Community assistance in characterizing exposure factors peculiar to particular segments of the population can focus a risk assessment and broaden risk management options. The Commission heard testimony from Asians and Pacific Islanders about their fish consumption patterns and about the role that education can play in risk management. Not only do they consume more fish, but they consume fish parts that are usually discarded by others and in which pollutants are often concentrated, placing themselves at higher risk than the general population for the effects of contaminants in fish. They reported that educational brochures, signs around contaminated bodies of water, and community involvement led to voluntary reduction in exposure through modest changes in fish eating in the Seattle area. Of course, education is only one risk management alternative, and other stakeholders might not consider it to be appropriate or acceptable. In contrast to the Asians and Pacific Islanders, Mark Van Putten, of the National Wildlife Federation, testified that in the Great Lakes region it was difficult to convince risk managers that subsistence fishers, such as Native Americans, should be considered in risk assessments.

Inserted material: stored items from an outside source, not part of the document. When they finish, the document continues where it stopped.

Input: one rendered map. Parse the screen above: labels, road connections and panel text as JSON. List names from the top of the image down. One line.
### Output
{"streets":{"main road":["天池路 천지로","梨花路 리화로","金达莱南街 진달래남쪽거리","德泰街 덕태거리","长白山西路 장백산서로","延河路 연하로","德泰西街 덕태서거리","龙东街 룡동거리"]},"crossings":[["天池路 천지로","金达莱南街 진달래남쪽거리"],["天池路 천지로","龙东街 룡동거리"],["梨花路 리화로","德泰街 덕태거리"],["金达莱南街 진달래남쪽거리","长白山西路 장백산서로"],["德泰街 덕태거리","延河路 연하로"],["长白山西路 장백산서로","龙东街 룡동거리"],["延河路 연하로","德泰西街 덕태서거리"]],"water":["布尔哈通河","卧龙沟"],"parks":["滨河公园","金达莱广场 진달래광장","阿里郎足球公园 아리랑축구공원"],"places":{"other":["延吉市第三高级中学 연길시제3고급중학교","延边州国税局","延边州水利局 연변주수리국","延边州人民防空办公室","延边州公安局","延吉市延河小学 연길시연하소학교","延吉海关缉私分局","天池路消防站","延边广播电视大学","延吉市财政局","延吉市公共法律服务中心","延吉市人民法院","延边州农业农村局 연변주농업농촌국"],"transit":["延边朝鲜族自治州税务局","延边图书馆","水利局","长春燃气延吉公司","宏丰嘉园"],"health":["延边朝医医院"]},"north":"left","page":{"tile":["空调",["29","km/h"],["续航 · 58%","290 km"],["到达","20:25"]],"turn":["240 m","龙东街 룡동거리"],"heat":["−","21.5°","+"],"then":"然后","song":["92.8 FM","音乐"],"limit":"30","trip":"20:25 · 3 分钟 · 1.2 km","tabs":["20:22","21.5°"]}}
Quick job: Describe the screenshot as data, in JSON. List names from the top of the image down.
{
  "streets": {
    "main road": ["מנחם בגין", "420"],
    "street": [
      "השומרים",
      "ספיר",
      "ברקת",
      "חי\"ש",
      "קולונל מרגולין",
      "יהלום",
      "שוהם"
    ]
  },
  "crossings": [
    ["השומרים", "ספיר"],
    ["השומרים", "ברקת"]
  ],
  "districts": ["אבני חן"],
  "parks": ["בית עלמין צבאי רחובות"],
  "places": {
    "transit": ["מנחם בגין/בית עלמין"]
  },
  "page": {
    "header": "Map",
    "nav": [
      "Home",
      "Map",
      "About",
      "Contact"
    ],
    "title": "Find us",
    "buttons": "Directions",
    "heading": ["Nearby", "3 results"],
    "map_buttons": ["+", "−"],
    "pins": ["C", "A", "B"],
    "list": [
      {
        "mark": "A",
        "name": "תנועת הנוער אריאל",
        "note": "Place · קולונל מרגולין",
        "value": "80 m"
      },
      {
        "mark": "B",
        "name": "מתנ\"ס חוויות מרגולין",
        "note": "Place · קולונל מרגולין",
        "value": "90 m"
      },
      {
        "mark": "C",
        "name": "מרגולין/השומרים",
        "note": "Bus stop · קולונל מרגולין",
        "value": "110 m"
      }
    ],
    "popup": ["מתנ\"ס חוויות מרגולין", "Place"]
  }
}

Specific information gathered from the community and stakeholders could reduce the need for default assumptions and improve the quality of risk assessments in communities with multiple polluting operations, such as a municipal incinerator, a chemical plant, a dry cleaning establishment, and an abandoned hazardous waste site. Involving the community and other stakeholders in the planning stages of a risk assessment can help to engage individuals, families, schools, businesses, and municipalities in targeted pollution prevention and pollution reduction actions that reduce exposures. The Commissions Risk Management Framework calls for stakeholders to be involved in every step of the process, including evaluation of the actions taken.